Psychological components #3 • 3. Extroversion • Higher SWB in people who are interested in things outside themselves. • Extroverts generally have higher SWB. • Seek and enjoy company of others. • Doesn’t mean that all introverts are unhappy. • Introverts prefer join a few close friends.
Psychological components #4 • Optimism • “a tendency to expect the best possible outcome; to dwell on the most hopeful aspect of a situation.” • Look to the future with hope and positive expectations. • Optimistic explanatory style
Explanatory style example • Professor doesn’t return my phone call about writing a recommendation. • Negative: • professor hates me; he is ignoring me. • Positive: • out of town, will respond when he returns. • Make another call in a week.
Psychological components #5 • 5. Positive social relationships • High correlations of SWB with satisfaction with family and friends. • Social support and emotional intimacy. • Important for physical and psychological health. • Strongest external source of SWB. • Social contact better predictor than wealth, education or career.
Importance of family • Rare person who, as his life draws to a close, wishes he had spent more time with at work.

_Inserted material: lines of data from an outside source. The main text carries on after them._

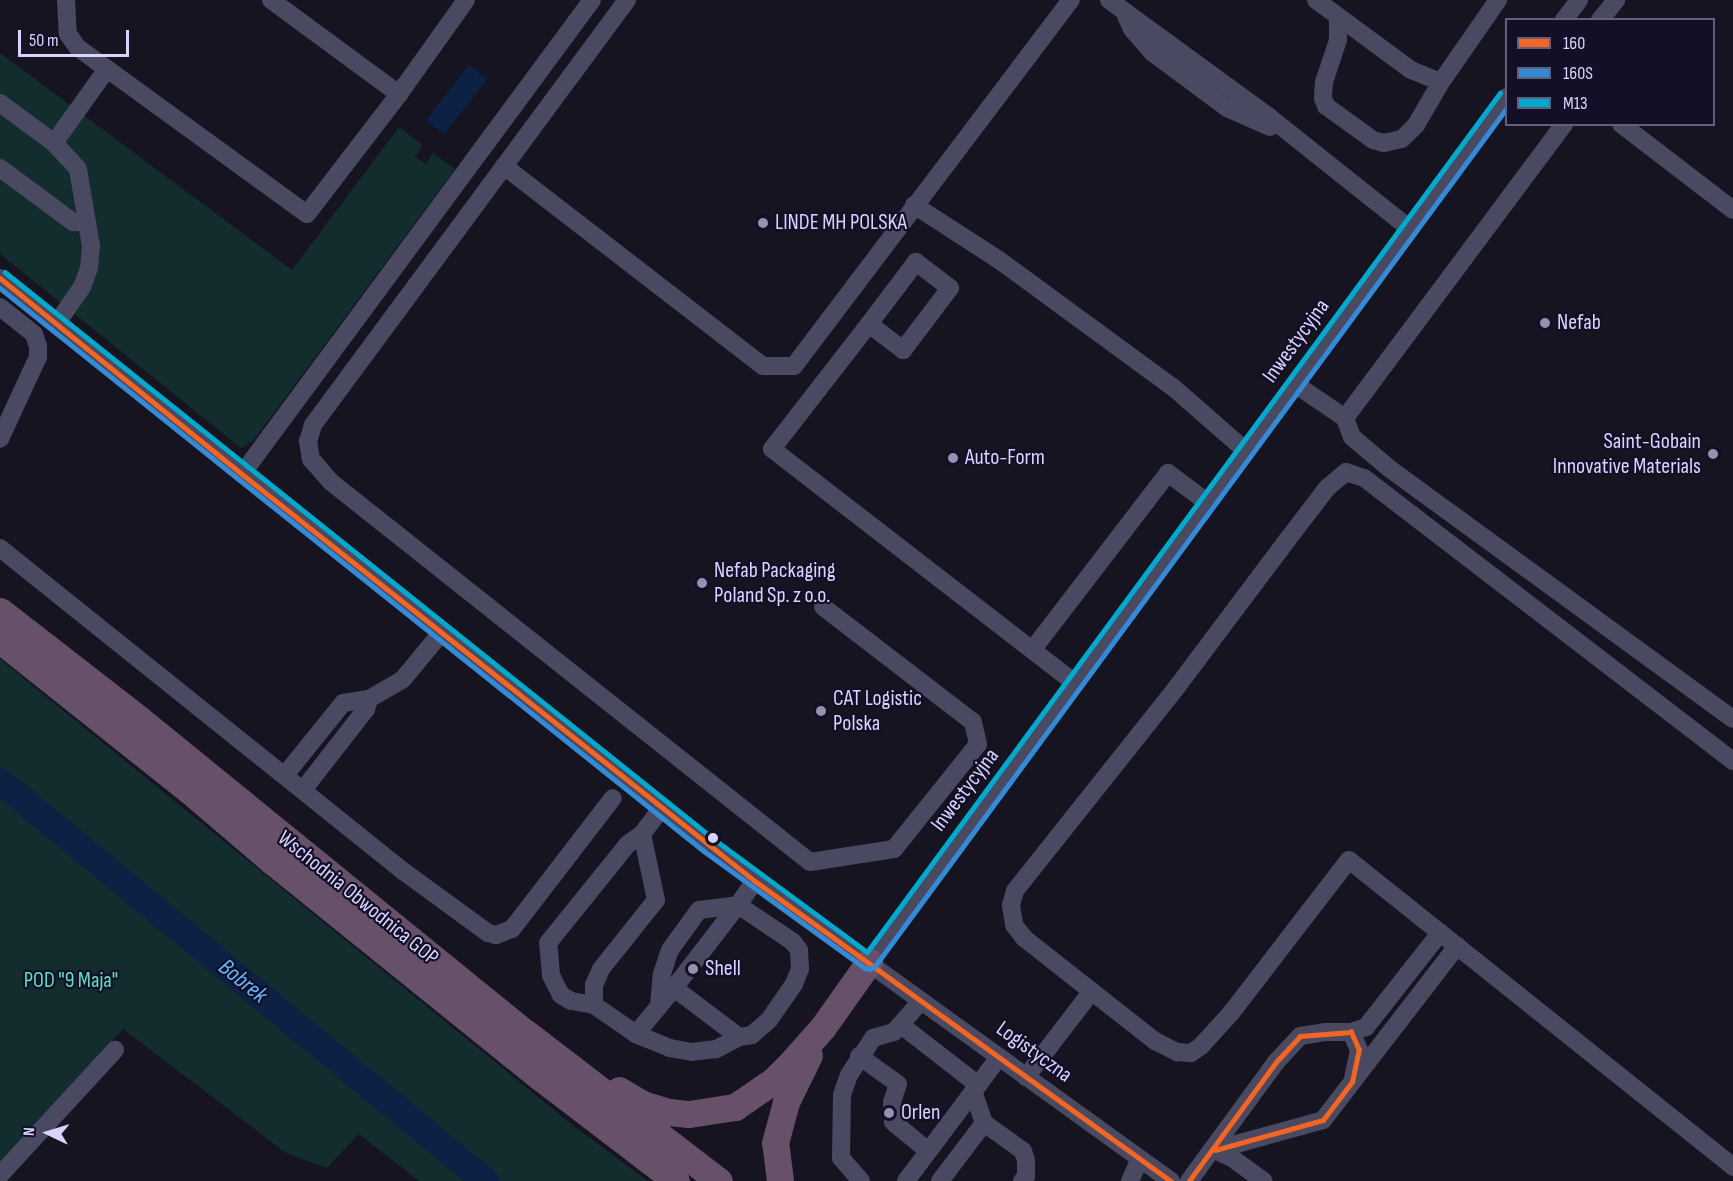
<!DOCTYPE html>
<style>
body{margin:0}
#map{position:relative;width:1733px;height:1181px;overflow:hidden;background:#161421;font-family:"Sofia Sans Condensed",sans-serif}
div>[style]{position:absolute}
[style*='--x']{left:calc(var(--x)*1px);top:calc(var(--y)*1px);width:calc(var(--w)*1px);rotate:calc(var(--a)*1deg)}
.green>*{inset:0;background:#132c2d}
.water>*{inset:0;background:#0d2144;transform-origin:0 0}
.river>*{height:27px;margin:-13.5px;padding:0 13.5px;transform-origin:13.5px;border-radius:13.5px;background:#0d2144}
.minor>*{height:18px;margin:-9px;padding:0 9px;transform-origin:9px;border-radius:9px;background:#4a4962}
.highway>*{height:27px;margin:-13.5px;padding:0 13.5px;transform-origin:13.5px;border-radius:13.5px;background:#67516a}
.bus-1>*{height:4.5px;margin:-2.25px;padding:0 2.25px;transform-origin:2.25px;border-radius:2.25px;background:#f26522}
.bus-2>*{height:4.5px;margin:-2.25px;padding:0 2.25px;transform-origin:2.25px;border-radius:2.25px;background:#338bd7}
.bus-3>*{height:4.5px;margin:-2.25px;padding:0 2.25px;transform-origin:2.25px;border-radius:2.25px;background:#00a9ce}
.dots>*{width:16px;height:16px;translate:-50% -50%;box-sizing:border-box;border:3px solid #130f26;border-radius:50%}
span{translate:-50% -50%;white-space:nowrap;text-align:center;line-height:1.15;-webkit-text-stroke:4.5px #130f26;paint-order:stroke}
.poi-label{font-size:22px;color:#d9d4ff}
.left{translate:0 -50%;text-align:left}
.right{translate:-100% -50%;text-align:right}
.street-label{font-size:22px;color:#d9d4ff}
.park-label{font-size:22px;color:#5fe0c0}
.water-label{font-size:24px;color:#62b6ff;font-style:italic}
.legend{position:absolute;left:1505px;top:18px;width:210px;height:108px;box-sizing:border-box;background:#130f26;border:2px solid #625e7d;margin:0;padding:8px 10px;list-style:none;font-size:18px;color:#d9d4ff}
.legend li{display:flex;align-items:center;gap:12px;height:30px}
.legend b{width:30px;border:2px solid #625e7d}
.north{position:absolute;left:18px;top:1103px;width:60px;height:60px;-webkit-text-stroke:4px #130f26;paint-order:stroke;rotate:274deg;font-size:16px;font-weight:700;line-height:24px;text-align:center;color:#d9d4ff}
.north::after{content:'';display:block;margin:auto;width:21px;height:27px;background:#d9d4ff;clip-path:polygon(50% 0,100% 100%,50% 72%,0 100%)}
.scale{position:absolute;left:18px;top:30px;width:111px;height:27px;box-sizing:border-box;border:3px solid #d9d4ff;border-top:0;padding-left:8px;font-size:18px;line-height:21px;white-space:nowrap;color:#d9d4ff;-webkit-text-stroke:4px #130f26;paint-order:stroke}
</style>
<div id="map">
<div class="green">
<i style="clip-path:polygon(0 53px,292px 270px,399px 127px,423px 145px,415px 157px,426px 164px,433px 153px,455px 169px,253px 441px,241px 448px,0 254px)"></i>
<i style="clip-path:polygon(0 659px,575px 1127px,648px 1181px,419px 1181px,359px 1134px,327px 1168px,286px 1153px,123px 1029px,0 1167px)"></i>
</div>
<div class="water">
<i style="left:469px;top:65px;width:23px;height:70px;rotate:38deg"></i>
</div>
<div class="river">
<i style="--x:0;--y:781;--w:629;--a:39.51"></i>
</div>
<div class="minor">
<i style="--x:66;--y:0;--w:34;--a:87"></i>
<i style="--x:68;--y:34;--w:16;--a:55"></i>
<i style="--x:77;--y:47;--w:284;--a:36"></i>
<i style="--x:307;--y:214;--w:151;--a:-52.5"></i>
<i style="--x:399;--y:94;--w:115;--a:-54.5"></i>
<i style="--x:271;--y:0;--w:159;--a:36.3"></i>
<i style="--x:627;--y:0;--w:528;--a:126.46"></i>
<i style="--x:313;--y:425;--w:17;--a:107"></i>
<i style="--x:308;--y:441;--w:18;--a:81"></i>
<i style="--x:311;--y:459;--w:30;--a:49"></i>
<i style="--x:331;--y:482;--w:611;--a:38.43"></i>
<i style="--x:810;--y:862;--w:85;--a:-8.8"></i>
<i style="--x:894;--y:849;--w:134;--a:-51.3"></i>
<i style="--x:978;--y:744;--w:23;--a:-103"></i>
<i style="--x:973;--y:722;--w:189;--a:-142.5"></i>
<i style="--x:1109;--y:0;--w:197;--a:36.1"></i>
<i style="--x:1268;--y:116;--w:180;--a:38.5"></i>
<i style="--x:1316;--y:0;--w:118;--a:36.4"></i>
<i style="--x:1411;--y:70;--w:32;--a:22"></i>
<i style="--x:1441;--y:82;--w:100;--a:-55.2"></i>
<i style="--x:1126;--y:16;--w:14;--a:65"></i>
<i style="--x:1132;--y:29;--w:32;--a:49"></i>
<i style="--x:1153;--y:53;--w:92;--a:36.6"></i>
<i style="--x:1227;--y:108;--w:47;--a:23.8"></i>
<i style="--x:1338;--y:17;--w:23;--a:90"></i>
<i style="--x:1338;--y:40;--w:44;--a:108.4"></i>
<i style="--x:1324;--y:82;--w:16;--a:94"></i>
<i style="--x:1323;--y:98;--w:9;--a:69"></i>
<i style="--x:1326;--y:106;--w:58;--a:35.9"></i>
<i style="--x:1373;--y:140;--w:11;--a:15"></i>
<i style="--x:1384;--y:143;--w:18;--a:-13"></i>
<i style="--x:1402;--y:139;--w:20;--a:-45"></i>
<i style="--x:1416;--y:125;--w:50;--a:-59.8"></i>
<i style="--x:1564;--y:20;--w:25;--a:-53"></i>
<i style="--x:1600;--y:20;--w:26;--a:-51"></i>
<i style="--x:0;--y:103;--w:67;--a:36.5"></i>
<i style="--x:54;--y:143;--w:35;--a:47"></i>
<i style="--x:78;--y:169;--w:78;--a:80.4"></i>
<i style="--x:91;--y:246;--w:22;--a:95"></i>
<i style="--x:89;--y:268;--w:20;--a:110"></i>
<i style="--x:82;--y:287;--w:44;--a:124.8"></i>
<i style="--x:1621;--y:124;--w:141;--a:37.5"></i>
<i style="--x:54;--y:143;--w:91;--a:-54.4"></i>
<i style="--x:504;--y:166;--w:327;--a:37.7"></i>
<i style="--x:763;--y:366;--w:31;--a:0"></i>
<i style="--x:794;--y:366;--w:459;--a:-52.9"></i>
<i style="--x:0;--y:168;--w:91;--a:36.5"></i>
<i style="--x:73;--y:222;--w:14;--a:0"></i>
<i style="--x:914;--y:205;--w:101;--a:32.9"></i>
<i style="--x:999;--y:260;--w:217;--a:36.2"></i>
<i style="--x:1174;--y:388;--w:96;--a:41.2"></i>
<i style="--x:0;--y:278;--w:311;--a:39"></i>
<i style="--x:242;--y:474;--w:655;--a:38.43"></i>
<i style="--x:755;--y:881;--w:513;--a:35.8"></i>
<i style="--x:0;--y:307;--w:43;--a:38.5"></i>
<i style="--x:34;--y:334;--w:13;--a:72"></i>
<i style="--x:38;--y:346;--w:11;--a:90"></i>
<i style="--x:38;--y:357;--w:90;--a:114.9"></i>
<i style="--x:869;--y:324;--w:43;--a:37.4"></i>
<i style="--x:903;--y:350;--w:78;--a:-52.8"></i>
<i style="--x:950;--y:288;--w:43;--a:-142.6"></i>
<i style="--x:916;--y:262;--w:78;--a:127.2"></i>
<i style="--x:869;--y:324;--w:158;--a:127.8"></i>
<i style="--x:772;--y:449;--w:383;--a:37.7"></i>
<i style="--x:1295;--y:384;--w:60;--a:34.2"></i>
<i style="--x:1345;--y:418;--w:367;--a:-53.3"></i>
<i style="--x:1345;--y:418;--w:20;--a:70"></i>
<i style="--x:1352;--y:437;--w:50;--a:40.1"></i>
<i style="--x:1390;--y:469;--w:424;--a:36.1"></i>
<i style="--x:242;--y:474;--w:589;--a:-53.56"></i>
<i style="--x:0;--y:548;--w:516;--a:38.71"></i>
<i style="--x:403;--y:871;--w:105;--a:36.1"></i>
<i style="--x:488;--y:933;--w:8;--a:14"></i>
<i style="--x:496;--y:935;--w:17;--a:-21"></i>
<i style="--x:512;--y:929;--w:165;--a:-52.4"></i>
<i style="--x:1033;--y:649;--w:222;--a:-52.5"></i>
<i style="--x:1168;--y:473;--w:50;--a:36.9"></i>
<i style="--x:1733;--y:761;--w:465;--a:-142.5"></i>
<i style="--x:1364;--y:478;--w:19;--a:-162"></i>
<i style="--x:1346;--y:472;--w:25;--a:140"></i>
<i style="--x:1327;--y:488;--w:64;--a:127.4"></i>
<i style="--x:1288;--y:539;--w:185;--a:126.9"></i>
<i style="--x:1177;--y:687;--w:260;--a:128.5"></i>
<i style="--x:1015;--y:891;--w:15;--a:106"></i>
<i style="--x:1011;--y:905;--w:20;--a:81"></i>
<i style="--x:1014;--y:925;--w:16;--a:52"></i>
<i style="--x:1024;--y:938;--w:167;--a:38.2"></i>
<i style="--x:1155;--y:1041;--w:25;--a:27"></i>
<i style="--x:1177;--y:1052;--w:14;--a:4"></i>
<i style="--x:1191;--y:1053;--w:12;--a:-35"></i>
<i style="--x:1201;--y:1046;--w:45;--a:-47.7"></i>
<i style="--x:1231;--y:1013;--w:193;--a:-52.4"></i>
<i style="--x:1349;--y:860;--w:492;--a:38.6"></i>
<i style="--x:285;--y:775;--w:92;--a:-51.1"></i>
<i style="--x:343;--y:703;--w:26;--a:-9"></i>
<i style="--x:369;--y:699;--w:39;--a:-30"></i>
<i style="--x:403;--y:679;--w:60;--a:-50.4"></i>
<i style="--x:303;--y:790;--w:103;--a:-52.1"></i>
<i style="--x:366;--y:709;--w:10;--a:-73"></i>
<i style="--x:869;--y:962;--w:1074;--a:-53.63"></i>
<i style="--x:674;--y:988;--w:81;--a:37"></i>
<i style="--x:594;--y:1005;--w:20;--a:-90"></i>
<i style="--x:594;--y:985;--w:17;--a:-66"></i>
<i style="--x:601;--y:969;--w:88;--a:-51.4"></i>
<i style="--x:656;--y:900;--w:67;--a:-102"></i>
<i style="--x:659;--y:1006;--w:32;--a:-85"></i>
<i style="--x:662;--y:974;--w:25;--a:-72"></i>
<i style="--x:670;--y:950;--w:49;--a:-54.1"></i>
<i style="--x:699;--y:910;--w:39;--a:-7"></i>
<i style="--x:738;--y:905;--w:66;--a:33.9"></i>
<i style="--x:793;--y:942;--w:10;--a:53"></i>
<i style="--x:799;--y:950;--w:19;--a:87"></i>
<i style="--x:800;--y:969;--w:16;--a:112"></i>
<i style="--x:794;--y:984;--w:44;--a:124.8"></i>
<i style="--x:769;--y:1020;--w:23;--a:139"></i>
<i style="--x:752;--y:1035;--w:13;--a:171"></i>
<i style="--x:739;--y:1037;--w:26;--a:152"></i>
<i style="--x:716;--y:1049;--w:24;--a:173"></i>
<i style="--x:692;--y:1052;--w:22;--a:-170"></i>
<i style="--x:670;--y:1048;--w:37;--a:-158"></i>
<i style="--x:636;--y:1034;--w:60;--a:-50.4"></i>
<i style="--x:674;--y:988;--w:105;--a:-52.4"></i>
<i style="--x:738;--y:905;--w:29;--a:-55"></i>
<i style="--x:901;--y:1025;--w:98;--a:37.9"></i>
<i style="--x:1351;--y:1032;--w:20;--a:66"></i>
<i style="--x:1359;--y:1050;--w:29;--a:102"></i>
<i style="--x:636;--y:1034;--w:51;--a:-145.4"></i>
<i style="--x:594;--y:1005;--w:23;--a:-170"></i>
<i style="--x:571;--y:1001;--w:12;--a:-149"></i>
<i style="--x:561;--y:995;--w:22;--a:-117"></i>
<i style="--x:551;--y:975;--w:32;--a:-95"></i>
<i style="--x:548;--y:943;--w:127;--a:-51.1"></i>
<i style="--x:628;--y:844;--w:17;--a:-36"></i>
<i style="--x:642;--y:834;--w:34;--a:-53"></i>
<i style="--x:859;--y:1056;--w:48;--a:35.7"></i>
<i style="--x:898;--y:1084;--w:19;--a:108"></i>
<i style="--x:892;--y:1102;--w:20;--a:87"></i>
<i style="--x:893;--y:1122;--w:45;--a:39.6"></i>
<i style="--x:1026;--y:1077;--w:108;--a:-52.5"></i>
<i style="--x:973;--y:1091;--w:34;--a:71"></i>
<i style="--x:984;--y:1123;--w:48;--a:35.7"></i>
<i style="--x:1023;--y:1151;--w:10;--a:73"></i>
<i style="--x:1026;--y:1161;--w:15;--a:90"></i>
<i style="--x:1026;--y:1176;--w:6;--a:129"></i>
<i style="--x:1215;--y:1150;--w:112;--a:-15.5"></i>
<i style="--x:1323;--y:1120;--w:220;--a:-52.4"></i>
<i style="--x:1215;--y:1150;--w:19;--a:25"></i>
<i style="--x:1232;--y:1158;--w:39;--a:36"></i>
<i style="--x:0;--y:1175;--w:170;--a:-47.4"></i>
<i style="--x:861;--y:1181;--w:30;--a:-131"></i>
<i style="--x:841;--y:1158;--w:63;--a:-89.1"></i>
<i style="--x:842;--y:1095;--w:21;--a:-71"></i>
<i style="--x:849;--y:1075;--w:44;--a:-57"></i>
<i style="--x:873;--y:1038;--w:22;--a:-16"></i>
<i style="--x:894;--y:1032;--w:41;--a:-48.9"></i>
<i style="--x:906;--y:1181;--w:155;--a:-53.1"></i>
<i style="--x:940;--y:1181;--w:73;--a:-52.8"></i>
<i style="--x:1130;--y:1181;--w:24;--a:-66"></i>
<i style="--x:1189;--y:1181;--w:147;--a:-53.8"></i>
<i style="--x:1276;--y:1062;--w:35;--a:-47"></i>
<i style="--x:1300;--y:1036;--w:25;--a:-9"></i>
<i style="--x:1325;--y:1032;--w:26;--a:0"></i>
<i style="--x:1351;--y:1032;--w:16;--a:-18"></i>
<i style="--x:1366;--y:1027;--w:120;--a:-51.8"></i>
</div>
<div class="highway">
<i style="--x:0;--y:611;--w:176;--a:37.8"></i>
<i style="--x:139;--y:719;--w:498;--a:39.1"></i>
<i style="--x:526;--y:1033;--w:243;--a:37.5"></i>
<i style="--x:0;--y:640;--w:243;--a:38.5"></i>
<i style="--x:190;--y:791;--w:108;--a:40.5"></i>
<i style="--x:272;--y:861;--w:344;--a:38.9"></i>
<i style="--x:540;--y:1077;--w:171;--a:37.4"></i>
<i style="--x:619;--y:1090;--w:27;--a:31"></i>
<i style="--x:642;--y:1104;--w:28;--a:17"></i>
<i style="--x:669;--y:1112;--w:20;--a:6"></i>
<i style="--x:689;--y:1114;--w:47;--a:-8.7"></i>
<i style="--x:735;--y:1107;--w:46;--a:-34.4"></i>
<i style="--x:773;--y:1081;--w:28;--a:-45"></i>
<i style="--x:793;--y:1061;--w:45;--a:-48.6"></i>
<i style="--x:823;--y:1027;--w:80;--a:-54.7"></i>
<i style="--x:780;--y:1181;--w:38;--a:-97"></i>
<i style="--x:775;--y:1143;--w:42;--a:-75"></i>
<i style="--x:786;--y:1102;--w:52;--a:-63.9"></i>
</div>
<div class="bus-1">
<i style="--x:0;--y:278;--w:311;--a:39"></i>
<i style="--x:242;--y:474;--w:655;--a:38.43"></i>
<i style="--x:755;--y:881;--w:513;--a:35.8"></i>
<i style="--x:1215;--y:1150;--w:112;--a:-15.5"></i>
<i style="--x:1323;--y:1120;--w:48;--a:-52.7"></i>
<i style="--x:1352;--y:1082;--w:33;--a:-78"></i>
<i style="--x:1359;--y:1050;--w:20;--a:-114"></i>
<i style="--x:1189;--y:1181;--w:147;--a:-53.8"></i>
<i style="--x:1276;--y:1062;--w:35;--a:-47"></i>
<i style="--x:1300;--y:1036;--w:51;--a:-4.5"></i>
</div>
<div class="bus-2">
<i style="--x:0;--y:288;--w:901;--a:38.65"></i>
<i style="--x:704;--y:851;--w:199;--a:36"></i>
<i style="--x:865;--y:968;--w:5;--a:11"></i>
<i style="--x:870;--y:969;--w:6;--a:-31"></i>
<i style="--x:875;--y:966;--w:1064;--a:-53.64"></i>
</div>
<div class="bus-3">
<i style="--x:5;--y:272;--w:908;--a:38.65"></i>
<i style="--x:714;--y:839;--w:190;--a:36.4"></i>
<i style="--x:867;--y:952;--w:1067;--a:-53.61"></i>
</div>
<div class="dots">
<i style="left:763px;top:223px;background:#9591b1"></i>
<i style="left:1545px;top:323px;background:#9591b1"></i>
<i style="left:1713px;top:454px;background:#9591b1"></i>
<i style="left:953px;top:458px;background:#9591b1"></i>
<i style="left:702px;top:583px;background:#9591b1"></i>
<i style="left:821px;top:711px;background:#9591b1"></i>
<i style="left:713px;top:838px;background:#d9d4ff"></i>
<i style="left:693px;top:969px;background:#9591b1"></i>
<i style="left:889px;top:1113px;background:#9591b1"></i>
</div>
<div class="poi-label">
<span class="left" style="left:775px;top:223px">LINDE MH POLSKA</span>
<span class="left" style="left:1557px;top:323px">Nefab</span>
<span class="right" style="left:1701px;top:454px">Saint-Gobain<br>Innovative Materials</span>
<span class="left" style="left:965px;top:458px">Auto-Form</span>
<span class="left" style="left:714px;top:583px">Nefab Packaging<br>Poland Sp. z o.o.</span>
<span class="left" style="left:833px;top:711px">CAT Logistic<br>Polska</span>
<span class="left" style="left:705px;top:969px">Shell</span>
<span class="left" style="left:901px;top:1113px">Orlen</span>
</div>
<div class="street-label">
<span style="left:1296px;top:341px;rotate:-54deg">Inwestycyjna</span>
<span style="left:965px;top:790px;rotate:-53deg">Inwestycyjna</span>
<span style="left:358px;top:898px;rotate:39deg">Wschodnia Obwodnica GOP</span>
<span style="left:1034px;top:1052px;rotate:36deg">Logistyczna</span>
</div>
<div class="park-label">
<span style="left:71px;top:981px">POD "9 Maja"</span>
</div>
<div class="water-label">
<span style="left:243px;top:981px;rotate:39deg">Bobrek</span>
</div>
<ul class="legend">
<li><b style="height:8px;background:#f26522"></b>160</li>
<li><b style="height:8px;background:#338bd7"></b>160S</li>
<li><b style="height:8px;background:#00a9ce"></b>M13</li>
</ul>
<div class="north">N</div>
<div class="scale">50 m</div>
</div>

Psychological components #6 • 6. Sense of meaning and purpose. • Defined as spirituality by some. • Doesn’t have to be religious. • Belief that your life is connected to a greater good. • Your life will make a difference.
Man’s search for meaning • Viktor Frankl • Concentration camp survivor. • Belief that you can find a purpose in life even in terrible conditions. • To give up hope is to give up the will to live.